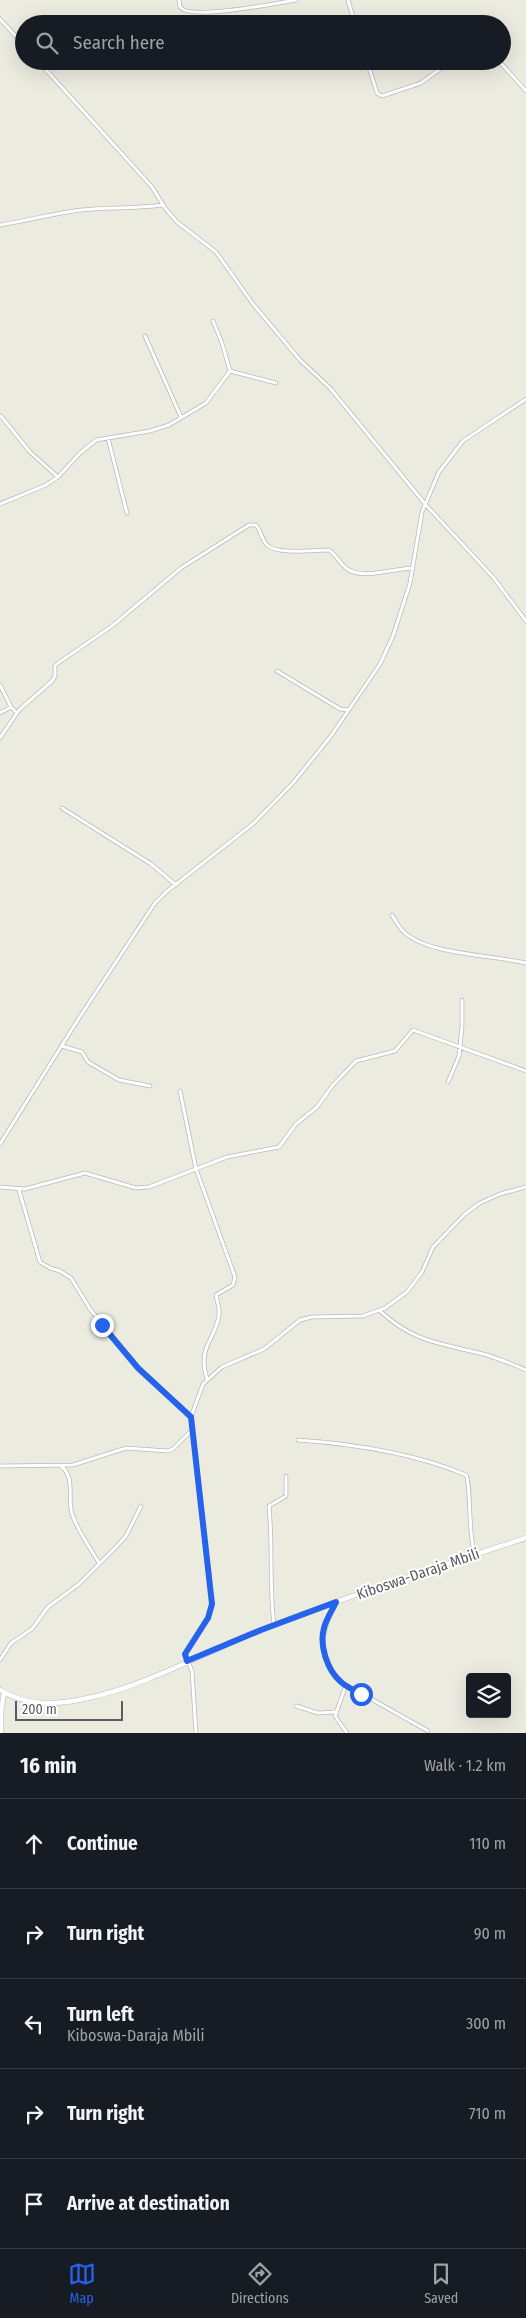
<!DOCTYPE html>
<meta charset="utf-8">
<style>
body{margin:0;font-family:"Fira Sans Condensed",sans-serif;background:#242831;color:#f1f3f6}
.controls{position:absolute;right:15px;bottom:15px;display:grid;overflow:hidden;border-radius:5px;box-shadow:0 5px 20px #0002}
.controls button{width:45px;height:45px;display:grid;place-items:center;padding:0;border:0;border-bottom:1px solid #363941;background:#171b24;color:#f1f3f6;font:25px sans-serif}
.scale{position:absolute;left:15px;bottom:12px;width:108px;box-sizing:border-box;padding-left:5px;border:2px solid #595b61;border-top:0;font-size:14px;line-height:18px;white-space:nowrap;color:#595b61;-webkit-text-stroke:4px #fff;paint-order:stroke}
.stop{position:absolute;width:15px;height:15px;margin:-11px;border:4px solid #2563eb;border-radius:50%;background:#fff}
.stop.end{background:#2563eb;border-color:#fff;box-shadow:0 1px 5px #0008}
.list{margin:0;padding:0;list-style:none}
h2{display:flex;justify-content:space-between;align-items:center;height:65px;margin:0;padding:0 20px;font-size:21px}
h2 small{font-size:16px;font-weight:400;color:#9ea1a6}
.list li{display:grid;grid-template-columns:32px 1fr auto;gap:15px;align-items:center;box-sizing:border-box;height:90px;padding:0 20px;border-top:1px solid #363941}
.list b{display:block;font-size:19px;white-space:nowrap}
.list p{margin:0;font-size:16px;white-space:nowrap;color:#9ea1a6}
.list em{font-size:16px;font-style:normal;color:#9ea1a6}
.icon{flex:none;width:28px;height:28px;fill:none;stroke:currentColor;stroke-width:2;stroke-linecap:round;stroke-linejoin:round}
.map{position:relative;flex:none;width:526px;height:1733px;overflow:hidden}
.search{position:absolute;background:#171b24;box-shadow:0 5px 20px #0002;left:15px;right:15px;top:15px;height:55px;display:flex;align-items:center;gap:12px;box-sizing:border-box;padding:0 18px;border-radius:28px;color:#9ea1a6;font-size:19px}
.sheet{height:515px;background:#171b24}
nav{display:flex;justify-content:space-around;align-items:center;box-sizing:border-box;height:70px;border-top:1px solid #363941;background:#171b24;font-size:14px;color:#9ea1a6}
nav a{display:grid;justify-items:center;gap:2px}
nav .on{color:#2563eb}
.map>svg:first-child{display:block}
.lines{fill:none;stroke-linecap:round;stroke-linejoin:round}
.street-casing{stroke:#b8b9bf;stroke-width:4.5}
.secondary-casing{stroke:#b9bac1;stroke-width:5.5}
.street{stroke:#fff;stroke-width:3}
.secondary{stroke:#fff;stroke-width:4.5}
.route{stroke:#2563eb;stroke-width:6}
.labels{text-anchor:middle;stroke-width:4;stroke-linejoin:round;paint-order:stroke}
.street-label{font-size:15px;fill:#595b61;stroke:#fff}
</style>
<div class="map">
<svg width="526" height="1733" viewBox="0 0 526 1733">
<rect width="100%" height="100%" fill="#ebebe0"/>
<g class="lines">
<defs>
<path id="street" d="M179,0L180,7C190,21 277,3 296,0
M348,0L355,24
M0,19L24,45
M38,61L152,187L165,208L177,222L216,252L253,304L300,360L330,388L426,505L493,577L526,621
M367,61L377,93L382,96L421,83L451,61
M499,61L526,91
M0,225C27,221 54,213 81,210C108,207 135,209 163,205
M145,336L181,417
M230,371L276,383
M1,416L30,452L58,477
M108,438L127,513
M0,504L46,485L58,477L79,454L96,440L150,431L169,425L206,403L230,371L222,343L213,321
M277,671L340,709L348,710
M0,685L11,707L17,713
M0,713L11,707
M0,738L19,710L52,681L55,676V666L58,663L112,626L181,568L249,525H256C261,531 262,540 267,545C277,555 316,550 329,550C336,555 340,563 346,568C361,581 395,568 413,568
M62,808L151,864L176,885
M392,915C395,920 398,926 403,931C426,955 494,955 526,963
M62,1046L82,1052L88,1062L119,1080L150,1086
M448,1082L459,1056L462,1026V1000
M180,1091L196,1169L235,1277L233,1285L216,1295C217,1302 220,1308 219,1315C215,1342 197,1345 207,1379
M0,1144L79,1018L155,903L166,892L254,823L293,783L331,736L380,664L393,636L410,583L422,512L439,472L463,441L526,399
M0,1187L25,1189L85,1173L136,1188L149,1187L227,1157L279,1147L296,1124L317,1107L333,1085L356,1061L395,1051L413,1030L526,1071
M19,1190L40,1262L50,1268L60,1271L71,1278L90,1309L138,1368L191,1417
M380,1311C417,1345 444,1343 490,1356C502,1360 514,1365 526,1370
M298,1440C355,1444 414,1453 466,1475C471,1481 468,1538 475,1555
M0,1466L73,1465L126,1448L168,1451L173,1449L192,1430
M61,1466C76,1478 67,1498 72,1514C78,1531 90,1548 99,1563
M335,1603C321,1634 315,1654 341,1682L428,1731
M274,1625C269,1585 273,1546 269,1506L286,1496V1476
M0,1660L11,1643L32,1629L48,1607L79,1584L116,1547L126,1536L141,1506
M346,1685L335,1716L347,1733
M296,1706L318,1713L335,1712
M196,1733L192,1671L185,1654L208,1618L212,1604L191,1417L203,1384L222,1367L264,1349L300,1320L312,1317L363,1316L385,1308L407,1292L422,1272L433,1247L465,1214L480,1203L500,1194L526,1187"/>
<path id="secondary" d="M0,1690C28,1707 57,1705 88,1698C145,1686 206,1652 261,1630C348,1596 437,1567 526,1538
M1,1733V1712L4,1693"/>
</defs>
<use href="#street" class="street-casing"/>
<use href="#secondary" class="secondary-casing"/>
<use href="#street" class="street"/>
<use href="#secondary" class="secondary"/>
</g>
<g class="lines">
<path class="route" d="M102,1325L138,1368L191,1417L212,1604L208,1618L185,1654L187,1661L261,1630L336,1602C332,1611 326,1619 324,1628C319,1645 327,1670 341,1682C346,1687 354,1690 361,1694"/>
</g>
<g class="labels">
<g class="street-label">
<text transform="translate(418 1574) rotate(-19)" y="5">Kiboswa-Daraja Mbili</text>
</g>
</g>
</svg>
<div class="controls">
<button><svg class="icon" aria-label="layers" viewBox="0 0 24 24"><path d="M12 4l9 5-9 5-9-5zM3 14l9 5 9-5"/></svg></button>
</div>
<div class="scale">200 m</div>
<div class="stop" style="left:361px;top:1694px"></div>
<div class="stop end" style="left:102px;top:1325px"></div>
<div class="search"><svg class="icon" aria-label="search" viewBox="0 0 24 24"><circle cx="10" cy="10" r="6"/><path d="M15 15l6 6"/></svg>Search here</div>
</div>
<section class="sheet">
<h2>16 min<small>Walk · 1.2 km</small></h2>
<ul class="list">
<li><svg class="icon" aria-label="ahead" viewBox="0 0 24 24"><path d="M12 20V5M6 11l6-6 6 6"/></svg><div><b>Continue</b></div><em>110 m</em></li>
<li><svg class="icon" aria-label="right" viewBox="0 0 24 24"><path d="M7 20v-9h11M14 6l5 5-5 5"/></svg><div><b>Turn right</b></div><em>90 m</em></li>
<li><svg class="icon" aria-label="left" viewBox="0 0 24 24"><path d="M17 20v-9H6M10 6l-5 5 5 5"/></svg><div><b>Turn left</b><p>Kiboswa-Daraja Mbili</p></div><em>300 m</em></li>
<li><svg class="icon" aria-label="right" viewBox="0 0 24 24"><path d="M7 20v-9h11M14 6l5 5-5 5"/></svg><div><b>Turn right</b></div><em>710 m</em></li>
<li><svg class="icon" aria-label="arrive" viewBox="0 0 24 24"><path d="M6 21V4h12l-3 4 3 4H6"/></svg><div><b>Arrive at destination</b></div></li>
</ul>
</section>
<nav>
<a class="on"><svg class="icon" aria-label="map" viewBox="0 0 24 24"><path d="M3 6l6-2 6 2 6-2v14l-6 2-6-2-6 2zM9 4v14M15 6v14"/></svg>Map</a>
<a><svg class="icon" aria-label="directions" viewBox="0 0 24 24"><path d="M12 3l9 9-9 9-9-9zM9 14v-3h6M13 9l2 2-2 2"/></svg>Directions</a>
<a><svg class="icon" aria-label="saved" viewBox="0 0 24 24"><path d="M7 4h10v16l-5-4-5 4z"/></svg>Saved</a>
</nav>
#####
▶ **Your objective**:
Output, and output only, the lines from the one containing "3l9 9-9 9-9-9zM9" through the last line of the data above.

▶ **The completed task**:
<a><svg class="icon" aria-label="directions" viewBox="0 0 24 24"><path d="M12 3l9 9-9 9-9-9zM9 14v-3h6M13 9l2 2-2 2"/></svg>Directions</a>
<a><svg class="icon" aria-label="saved" viewBox="0 0 24 24"><path d="M7 4h10v16l-5-4-5 4z"/></svg>Saved</a>
</nav>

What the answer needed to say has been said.